Traditional USB connectors were not specified with close tolerances for dimensions, which results in such problems in ensuring good contact between connectors of different makes. Cost reduction, by reducing materials used, and unconventional USB connector designs also can cause issues. Connectors wear out and become damaged over time. Newer connectors such as USB-C are much tighter on tolerances and should improve the situation, despite the smaller connectors and contact areas.

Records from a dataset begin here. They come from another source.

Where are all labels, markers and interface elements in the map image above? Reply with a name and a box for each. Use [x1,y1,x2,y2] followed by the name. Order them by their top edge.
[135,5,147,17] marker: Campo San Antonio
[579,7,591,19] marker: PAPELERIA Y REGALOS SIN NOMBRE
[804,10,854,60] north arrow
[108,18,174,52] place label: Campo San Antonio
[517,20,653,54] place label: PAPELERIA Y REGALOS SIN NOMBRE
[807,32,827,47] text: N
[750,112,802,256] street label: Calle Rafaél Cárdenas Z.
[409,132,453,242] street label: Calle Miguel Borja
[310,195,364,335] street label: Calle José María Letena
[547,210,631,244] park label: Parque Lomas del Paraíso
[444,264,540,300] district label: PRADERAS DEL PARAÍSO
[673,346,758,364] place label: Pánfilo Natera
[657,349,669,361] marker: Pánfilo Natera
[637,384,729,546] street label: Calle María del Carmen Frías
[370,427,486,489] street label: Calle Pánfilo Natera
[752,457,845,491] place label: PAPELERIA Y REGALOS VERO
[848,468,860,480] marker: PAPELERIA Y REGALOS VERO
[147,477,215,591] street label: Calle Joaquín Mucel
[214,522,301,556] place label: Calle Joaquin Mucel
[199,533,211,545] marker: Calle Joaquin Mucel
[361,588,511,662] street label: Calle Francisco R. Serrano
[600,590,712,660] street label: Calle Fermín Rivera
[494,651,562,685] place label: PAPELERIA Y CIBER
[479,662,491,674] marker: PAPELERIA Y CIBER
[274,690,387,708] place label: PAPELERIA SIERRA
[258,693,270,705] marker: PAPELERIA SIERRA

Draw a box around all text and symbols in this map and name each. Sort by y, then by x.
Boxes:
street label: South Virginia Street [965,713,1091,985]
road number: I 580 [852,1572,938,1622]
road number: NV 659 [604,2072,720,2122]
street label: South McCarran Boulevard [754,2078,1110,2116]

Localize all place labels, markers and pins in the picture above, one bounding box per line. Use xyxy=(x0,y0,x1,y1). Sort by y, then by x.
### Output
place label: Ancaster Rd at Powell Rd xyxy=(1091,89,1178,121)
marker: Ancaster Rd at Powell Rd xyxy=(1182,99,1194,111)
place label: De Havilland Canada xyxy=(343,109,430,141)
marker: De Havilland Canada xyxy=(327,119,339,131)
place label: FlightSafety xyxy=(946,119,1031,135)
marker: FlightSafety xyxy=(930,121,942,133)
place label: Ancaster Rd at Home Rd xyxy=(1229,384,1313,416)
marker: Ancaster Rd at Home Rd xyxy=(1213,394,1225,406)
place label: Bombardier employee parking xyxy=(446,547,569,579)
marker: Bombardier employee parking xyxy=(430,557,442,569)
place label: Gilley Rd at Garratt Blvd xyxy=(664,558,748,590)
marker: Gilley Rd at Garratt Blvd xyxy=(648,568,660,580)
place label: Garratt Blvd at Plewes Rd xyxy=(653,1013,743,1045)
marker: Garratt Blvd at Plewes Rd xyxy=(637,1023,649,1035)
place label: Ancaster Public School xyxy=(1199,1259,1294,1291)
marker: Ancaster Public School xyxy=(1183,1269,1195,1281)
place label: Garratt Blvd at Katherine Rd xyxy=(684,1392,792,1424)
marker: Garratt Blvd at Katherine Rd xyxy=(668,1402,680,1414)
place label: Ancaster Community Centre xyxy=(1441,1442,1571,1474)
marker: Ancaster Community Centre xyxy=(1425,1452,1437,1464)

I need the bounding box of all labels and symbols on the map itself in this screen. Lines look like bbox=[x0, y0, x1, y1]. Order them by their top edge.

The solution to the issue is, unfortunately, not so simple for existing “legacy” USB connectors. Most of the time, consumers have absolutely no say about the connectors used in their devices, chargers, cables, etc. and take it for granted that it works well as it’s “USB” standard. Ensuring that products use “name brand” connectors from trusted connector companies (e.g. Amphenol, Molex, Foxconn, Pheonix Contact, etc) that are properly terminated can help. Reducing unnecessary connection/disconnection to avoid wear and avoiding physical strain on the connector is also advised. In a pinch, the situation might be helped by “crimping” the connector slightly, but that is likely to cause accelerated connector wear and is not advised.
Aside from the connector, the wire-to-connector joint is also a potentially vulnerable point, as well as the insulation within the cable assembly. Reports of “phone fires” and “connector melting” often fail to distinguish as to the true cause.